Meserón emplea frecuentemente en su orquesta una o dos
flautas, 2 clarinetes, a veces en sustitución de los oboes,
un clarín, un fagot y un trombón, además
de las trompas y cuerdas. La disposición
instrumental usada en casi todas las obras de los
compositores de la Escuela de Chacao es similar a la que en
Europa practicaron Giovanni Battista Sammartini, Johann
Stamitz, Carl Stamitz, Christian Cannabich, F. J. Gossec, A.
E. M. Grétry y F. J. Haydn en sus primeras sinfonías.
Fallecido el padre Sojo en 1799, dejó de existir la poderosa y
entusiasta personalidad que había cohesionado los esfuerzos
de todos los músicos surgidos en aquella época. A partir
de entonces, progresivamente, los músicos se fueron
agrupando alrededor de las principales personalidades
musicales y comenzaron un movimiento de expansión que
hubiera resultado sin precedentes en toda América, si no lo
hubieran impedido las sublevaciones y la Guerra de
Independencia, con las consecuencias inevitables de
inestabilidad social y económica. El nuevo movimiento
musical se fue perfilando hacia 3 zonas del país: oriente
(Cumaná), occidente
(Mérida) y Caracas, que continuó conservando la supremacía
de las actividades musicales. En Cumaná,
Bartolomé Bello y José María Gómez Cardiel se
encargaron de difundir la tradición musical caraqueña; en
Mérida, José María Osorio desempeñó una polifacética
actividad; en Caracas, José María Montero, perteneciente a
una familia dedicada tradicionalmente a la música, discípulo
de José Luis Landaeta, continuó con la tradición de
composiciones religiosas y «tonos». Dos hijos de Cayetano
Carreño: Juan Bautista y Juan de la Cruz y José Lorenzo
Montero, entre otros, proyectan hasta mediados del siglo XIX
las características de la música colonial de la Escuela de
Chacao. En Caracas, con el inicio del nuevo siglo, los
compositores pertenecientes en su mayoría a la relegada
clase de los pardos, comienzan a cultivar un nuevo género:
la «canción patriótica». Para ello se inspiran en los
cantos populares existentes y en las poesías de exaltación
patriótica que alentaban la revolución, como la Carmañola
americana, la Canción americana (para la que años después
Lino Gallardo escribiría la música) y el Soneto americano.

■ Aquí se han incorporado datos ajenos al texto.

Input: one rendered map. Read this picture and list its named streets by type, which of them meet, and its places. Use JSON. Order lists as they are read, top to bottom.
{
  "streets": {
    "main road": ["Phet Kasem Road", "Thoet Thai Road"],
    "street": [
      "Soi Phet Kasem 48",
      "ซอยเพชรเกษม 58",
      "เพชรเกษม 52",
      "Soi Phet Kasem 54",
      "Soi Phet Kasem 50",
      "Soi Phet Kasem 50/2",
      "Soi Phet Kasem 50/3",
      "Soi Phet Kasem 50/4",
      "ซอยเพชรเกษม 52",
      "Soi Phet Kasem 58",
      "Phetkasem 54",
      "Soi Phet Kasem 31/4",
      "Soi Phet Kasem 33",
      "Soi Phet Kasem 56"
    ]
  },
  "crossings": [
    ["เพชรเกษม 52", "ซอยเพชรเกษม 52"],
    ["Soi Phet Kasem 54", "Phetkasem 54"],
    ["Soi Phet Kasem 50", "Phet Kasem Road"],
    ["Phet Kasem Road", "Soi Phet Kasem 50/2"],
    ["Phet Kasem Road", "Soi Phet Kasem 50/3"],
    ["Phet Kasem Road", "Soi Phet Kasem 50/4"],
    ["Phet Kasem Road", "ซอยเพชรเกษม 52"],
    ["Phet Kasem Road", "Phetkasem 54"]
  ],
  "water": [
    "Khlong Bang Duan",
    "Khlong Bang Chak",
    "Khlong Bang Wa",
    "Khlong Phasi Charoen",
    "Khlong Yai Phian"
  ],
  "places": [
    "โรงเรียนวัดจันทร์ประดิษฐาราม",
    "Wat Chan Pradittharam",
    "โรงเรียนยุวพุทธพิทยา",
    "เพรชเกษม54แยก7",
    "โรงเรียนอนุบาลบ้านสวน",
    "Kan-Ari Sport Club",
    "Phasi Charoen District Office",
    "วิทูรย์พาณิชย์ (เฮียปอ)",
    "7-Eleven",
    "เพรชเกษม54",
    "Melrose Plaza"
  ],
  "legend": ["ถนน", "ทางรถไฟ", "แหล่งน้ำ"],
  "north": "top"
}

Atanasio Bello y José María Isaza, entre otros, cultivaron
con entusiasmo el nuevo género de la canción patriótica,
con la finalidad de alentar al pueblo en la consecución de
las reivindicaciones sociales y políticas que ellos mismos
pregonaban. De Juan José Landaeta (según Juan Bautista
Plaza) o de Lino Gallardo (según José Antonio Calcaño) es
la canción patriótica Gloria al bravo pueblo, consagrada
luego como himno nacional por el presidente Antonio Guzmán
Blanco en 1881.
Hacia la década de 1830 comienzan a infiltrarse en Venezuela las ideas
románticas; lo
hicieron primero a través de manifestaciones de orden
literario en la prensa, en la vida social y en las
representaciones teatrales. Al igual que en otros países
del continente, las condiciones sociales, políticas y económicas,
la escasez y precariedad de los escenarios de la época (por
citar algunas de las circunstancias adversas), no impidieron
que la ópera italiana aún dada fragmentariamente y sin
acción escénica, fuese la principal encargada de difundir
el romanticismo musical. Frente a estas tímidas y esporádicas
«representaciones» operísticas, se desarrollan rápidamente
las manifestaciones románticas
«de salón» circunscritas casi exclusivamente a la
canción y a la pieza instrumental para piano, violín o
canto y piano. El clave y aun el piano ya se cultivaban
durante el siglo XVIII, pero será
con el espíritu y las ideas del romanticismo que se
desarrollará un
vigoroso movimiento musical centrado alrededor del piano, el
que iniciado a mediados del siglo XIX, culminará
con Teresa Carreño. La música de salón evolucionó
hacia formas y fórmulas sencillas y accesibles a todas las
clases sociales y condiciones técnicas e intelectuales de
sus cultivadores. Por eso el repertorio para piano
especialmente, es el que marca rumbos en ese sentido,
propiciando la creación de fórmulas cadenciales que
invariablemente oscilaban entre la tónica, la dominante y
algunos otros tonos vecinos; la melodía, y en consecuencia
la forma, venía determinada por la aplicación del número
de compases destinados a la misma, los que siempre consistían
en 4 o múltiplos de 4. Es la época de la melodía acompañada,
del virtuosismo planístico reducido a sus expresiones más
pueriles como la repetición invariable de escalas rápidas,
acordes arpegiados, 3 trinos extensos, trémolos,
repetición de notas, pasajes cromáticos
en terceras y sextas y muchas otras fórmulas por el
estilo. Un ejemplo interesante y revelador de la importancia
y divulgación que tenían el piano y otros instrumentos
musicales, así como el repertorio usado tanto en el género
profano como en el religioso durante el período romántico,
nos lo da el siguiente aviso del diario El
Federalista: «Música, Música y más
Música. Al gran bazar. Óperas italianas: piezas de
óperas; Oberturas escogidas para piano a 2 y 4 manos.
Piezas fáciles y
variaciones brillantes. Piezas escogidas para flauta sola,
flauta y violín; para viol, viol. y piano, guitarra sola y
guit. y flauta. Tríos para piano, violín, violoncelo. Música
sagrada para orquesta por Diabelli, Cherubini, Ruffuer y
Haydn. Métodos y estudios para canto por García, Panseron,
Bordogni y Rigliani, para piano, para violín, etc.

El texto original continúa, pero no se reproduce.